Notice: This Wiki is now read only and edits are no longer possible. Please see: https://gitlab.eclipse.org/eclipsefdn/helpdesk/-/wikis/Wiki-shutdown-plan for the plan.
SMILA/Documentation/HowTo/How to access the REST API with the RestClient
SMILA provides an extensive REST API to control SMILA, check the status, import or search data, attach workers to its job control etc.
This HowTo describes how to utilize the included RestClient to access SMILA's REST API from within a Java application.
Contents
Preconditions
For the sake of simplicity, we assume that you check out the complete SMILA development environment, although it would be sufficient to just check out the relevant bundles to be able to access SMILA. This would be the case, to given some examples, for an asynchronous SMILA worker running in a JRE different to SMILA's JRE or a testing application accessing SMILA via the REST API etc.
- Set up your development environment, see How to set up the development environment.
- Have a look at the REST API Reference to get an overview of SMILA's REST API.
Basics
The following examples and code snippets all apply when you are running SMILA out-of-the box on localhost.
If you are running SMILA on a different host or with a different port (or an altered root context), please see non-default configuration on how to use the Rest Client in these cases.
Interfaces and default implementations
The RestClient interface encapsulates the REST access to SMILA. It provides methods for GET, POST, PUT and DELETE calls to the REST API and represents data using SMILA's Any interface and attachments using the Attachments interface. The latter allow working with binary data in SMILA.
The package org.eclipse.smila.http.client.impl provides a default implementation for the RestClient named DefaultRestClient.
Another implementation is provided in package org.eclipse.smila.http.client.impl.failover named FailoverRestClient. It can be created with a list of several SMILA host addresses. Usually, it tries to talk to the first of those hosts.

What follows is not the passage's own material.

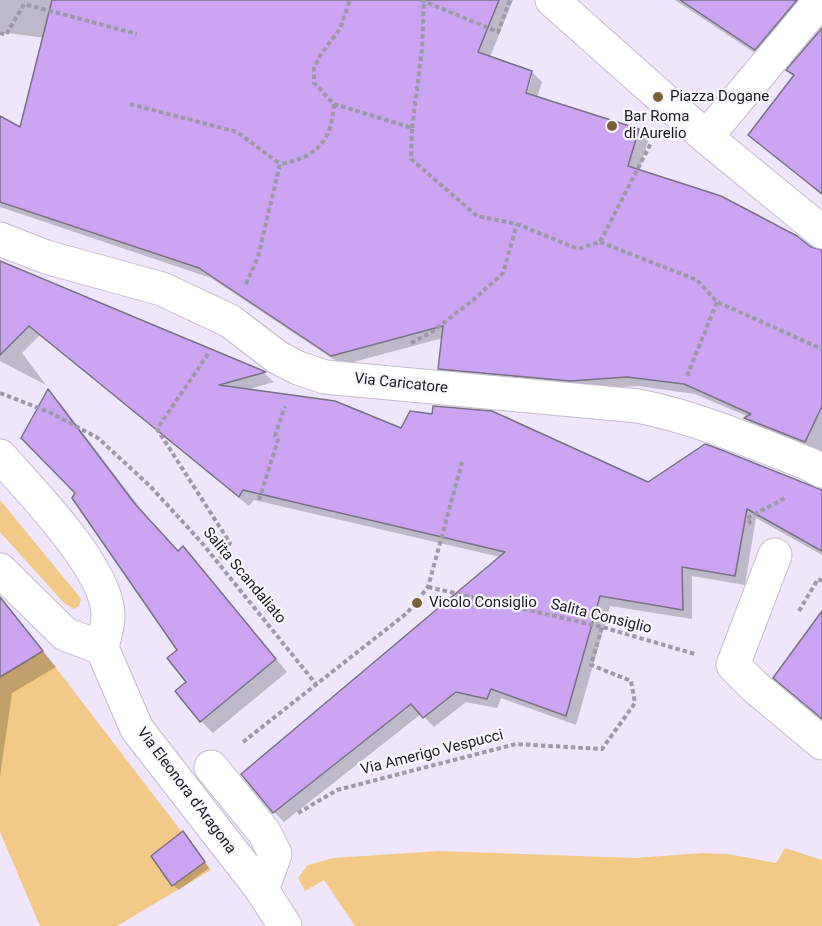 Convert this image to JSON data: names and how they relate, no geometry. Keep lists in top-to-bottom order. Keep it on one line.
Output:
{"streets":{"street":["Via Caricatore","Via Eleonora d'Aragona"],"path":["Salita Scandaliato","Salita Consiglio","Via Amerigo Vespucci"]},"crossings":[["Salita Consiglio","Via Amerigo Vespucci"]],"places":["Piazza Dogane","Bar Roma di Aurelio","Vicolo Consiglio"]} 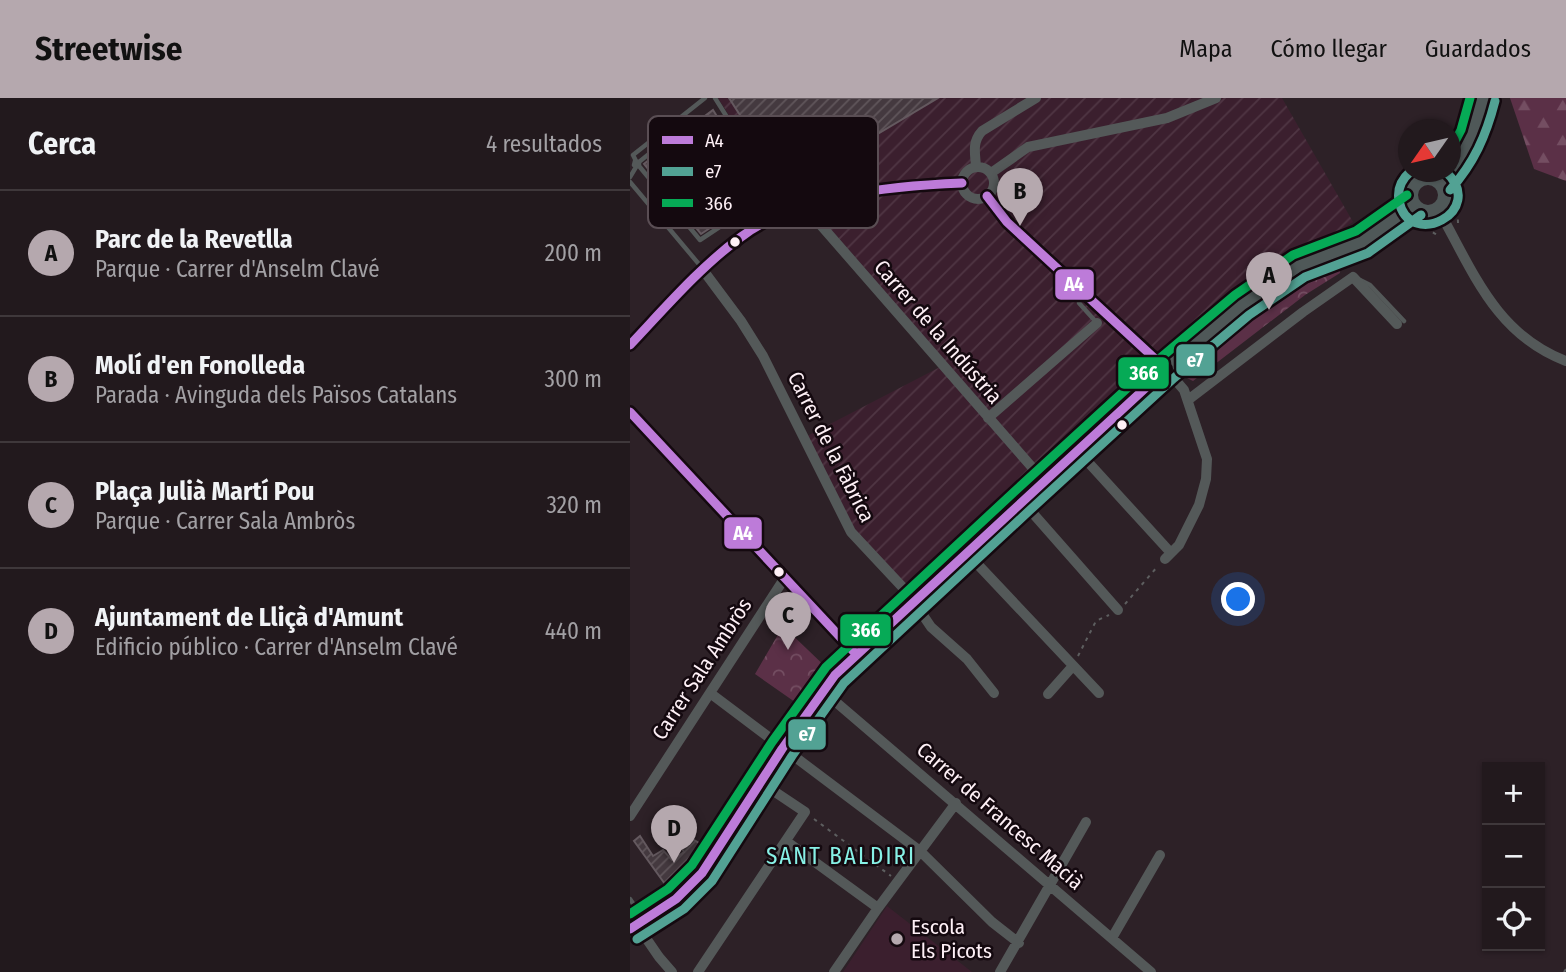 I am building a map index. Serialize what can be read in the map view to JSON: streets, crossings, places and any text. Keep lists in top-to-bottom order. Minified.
{"streets":{"street":["Carrer de la Indústria","Carrer de la Fàbrica","Carrer Sala Ambròs","Carrer de Francesc Macià"]},"districts":["SANT BALDIRI"],"places":["Escola Els Picots"],"lines":["transit line 366","transit line e7","transit line A4"],"legend":["A4","e7","366"],"north":"bottom left","page":{"header":"Streetwise","nav":["Mapa","Cómo llegar","Guardados"],"heading":["Cerca","4 resultados"],"pins":["B","A","C","D"],"list":[{"mark":"A","name":"Parc de la Revetlla","note":"Parque · Carrer d'Anselm Clavé","value":"200 m"},{"mark":"B","name":"Molí d'en Fonolleda","note":"Parada · Avinguda dels Països Catalans","value":"300 m"},{"mark":"C","name":"Plaça Julià Martí Pou","note":"Parque · Carrer Sala Ambròs","value":"320 m"},{"mark":"D","name":"Ajuntament de Lliçà d'Amunt","note":"Edificio público · Carrer d'Anselm Clavé","value":"440 m"}],"map_buttons":["+","−"]}}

If this node cannot be reached anymore (because SMILA has crashed or there is a network failure), this client will retry a request on the next node until it could be executed on one node, or all nodes have been tried.

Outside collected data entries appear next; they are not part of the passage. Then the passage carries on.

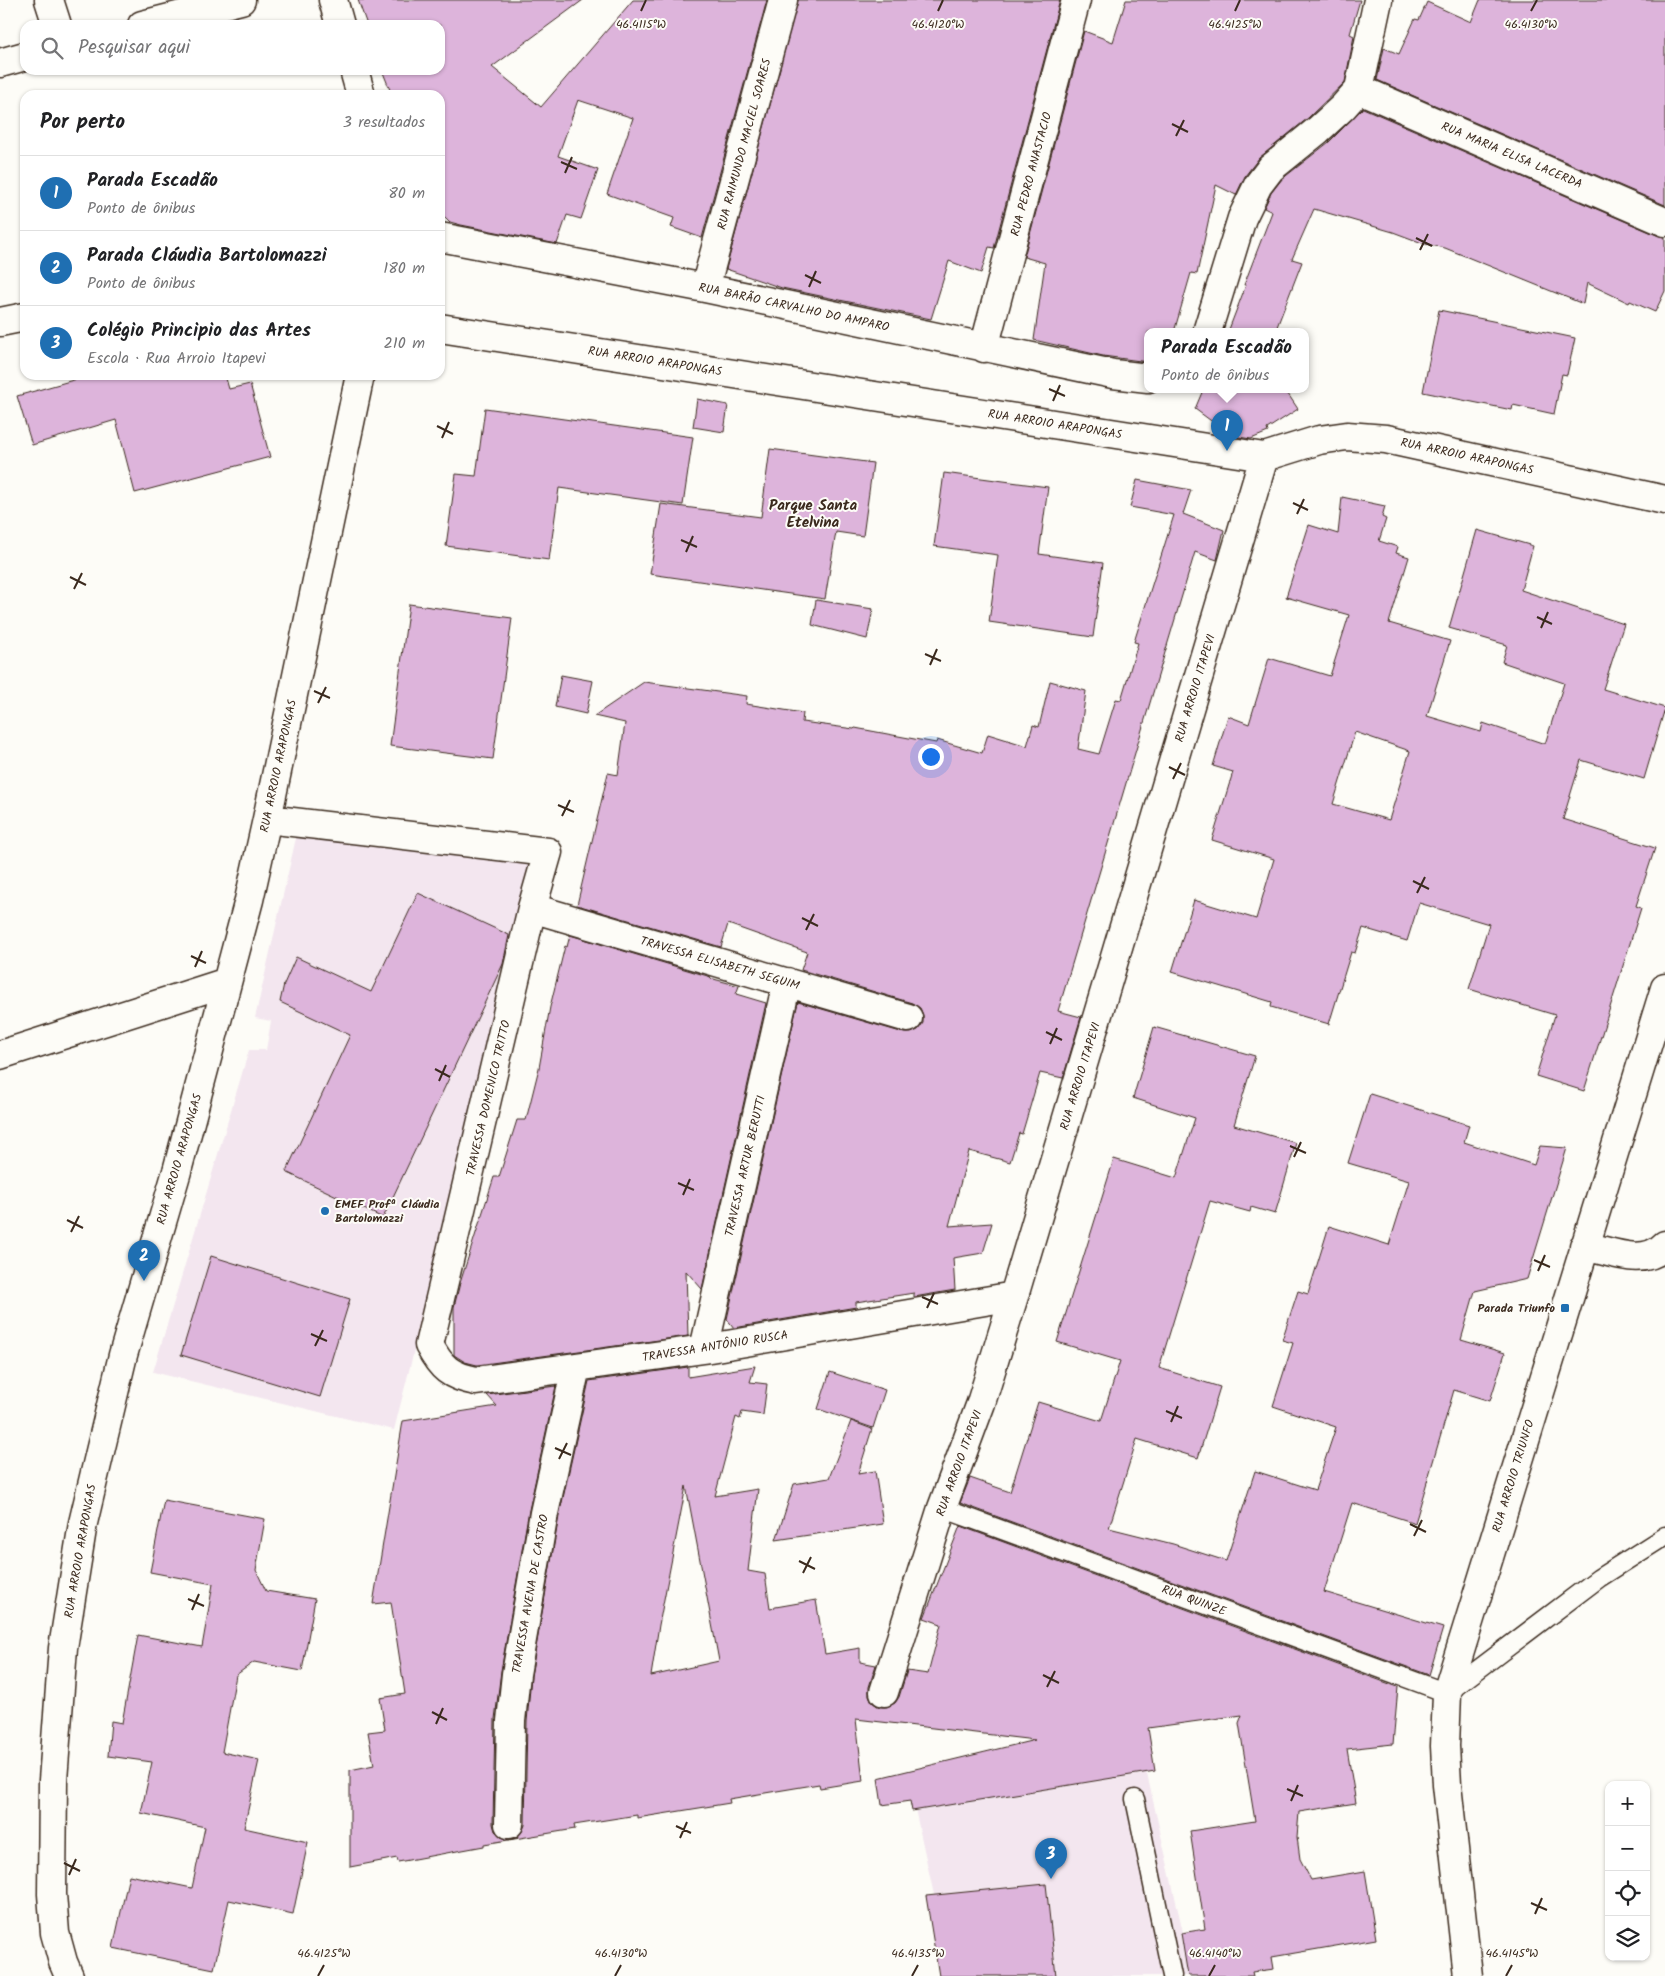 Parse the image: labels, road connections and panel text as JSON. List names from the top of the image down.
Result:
{
  "streets": {
    "street": [
      "RUA RAIMUNDO MACIEL SOARES",
      "RUA MARIA ELISA LACERDA",
      "RUA PEDRO ANASTACIO",
      "RUA BARÃO CARVALHO DO AMPARO",
      "RUA ARROIO ARAPONGAS",
      "RUA ARROIO ITAPEVI",
      "TRAVESSA ELISABETH SEGUIM",
      "TRAVESSA DOMENICO TRITTO",
      "TRAVESSA ARTUR BERUTTI",
      "TRAVESSA ANTÔNIO RUSCA",
      "RUA ARROIO TRIUNFO",
      "TRAVESSA AVENA DE CASTRO"
    ],
    "lane": ["RUA QUINZE"]
  },
  "crossings": [
    ["RUA RAIMUNDO MACIEL SOARES", "RUA BARÃO CARVALHO DO AMPARO"],
    ["RUA PEDRO ANASTACIO", "RUA BARÃO CARVALHO DO AMPARO"],
    ["RUA ARROIO ARAPONGAS", "RUA ARROIO ITAPEVI"],
    ["RUA ARROIO ARAPONGAS", "TRAVESSA DOMENICO TRITTO"],
    ["RUA ARROIO ITAPEVI", "TRAVESSA ANTÔNIO RUSCA"],
    ["RUA ARROIO ITAPEVI", "RUA QUINZE"],
    ["TRAVESSA ELISABETH SEGUIM", "TRAVESSA DOMENICO TRITTO"],
    ["TRAVESSA ELISABETH SEGUIM", "TRAVESSA ARTUR BERUTTI"],
    ["TRAVESSA DOMENICO TRITTO", "TRAVESSA ANTÔNIO RUSCA"],
    ["TRAVESSA ARTUR BERUTTI", "TRAVESSA ANTÔNIO RUSCA"],
    ["TRAVESSA ANTÔNIO RUSCA", "TRAVESSA AVENA DE CASTRO"],
    ["RUA ARROIO TRIUNFO", "RUA QUINZE"]
  ],
  "districts": ["Parque Santa Etelvina"],
  "places": {
    "other": ["EMEF Profª Cláudia Bartolomazzi"],
    "transit": ["Parada Triunfo"]
  },
  "page": {
    "search": "Pesquisar aqui",
    "heading": ["Por perto", "3 resultados"],
    "list": [
      {
        "mark": "1",
        "name": "Parada Escadão",
        "note": "Ponto de ônibus",
        "value": "80 m"
      },
      {
        "mark": "2",
        "name": "Parada Cláudia Bartolomazzi",
        "note": "Ponto de ônibus",
        "value": "180 m"
      },
      {
        "mark": "3",
        "name": "Colégio Principio das Artes",
        "note": "Escola · Rua Arroio Itapevi",
        "value": "210 m"
      }
    ],
    "popup": ["Parada Escadão", "Ponto de ônibus"],
    "pins": ["1", "2", "3"],
    "map_buttons": ["+", "−"]
  },
  "coordinates": [
    "46.4120°W",
    "46.4115°W",
    "46.4125°W",
    "46.4130°W",
    "46.4135°W",
    "46.4140°W",
    "46.4145°W"
  ]
}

There are two helper classes providing the resources as described in REST API Reference:
- ResourceHelper for all resources beginning with /smila, except for those that are marked as deprecated in the REST API Reference.
- TaskManagerClientHelper to provide workers that are not directly driven by the WorkerManager with resources for task handling (internal TaskManager REST API, i.e. the resources beginning with /taskmanager).
Accessing SMILA
To access SMILA via its REST interface, instantiate the RestClient, like:
RestClient restClient = new DefaultRestClient();
The following code snippet creates a job definition, sends it to the JobManager and starts it if posting was successful:
final RestClient restClient = new DefaultRestClient(); final ResourceHelper resourceHelper = new ResourceHelper(); final String jobName = "crawlCData"; // create job description as an AnyMap final AnyMap jobDescription = DataFactory.DEFAULT.createAnyMap(); jobDescription.put("name", jobName); jobDescription.put("workflow", "fileCrawling"); final AnyMap parameters = DataFactory.DEFAULT.createAnyMap(); parameters.put("tempStore", "temp"); parameters.put("jobToPushTo", "importJob"); parameters.put("dataSource", "file_data"); parameters.put("rootFolder", "c:/data"); jobDescription.put("parameters", parameters); // the resourcehelper provides us with the resource to the jobs API // we send the (AnyMap) job description in the POST body restClient.post(resourceHelper.getJobsResource(), jobDescription); // POST (here without a body) to start the Job, // the ResourceHelper provides the resource to the named job restClient.post(resourceHelper.getJobResource(jobName));
The following snippet checks if the job with the given name is already running, if not, it is started, and a record with an attachment is sent to it.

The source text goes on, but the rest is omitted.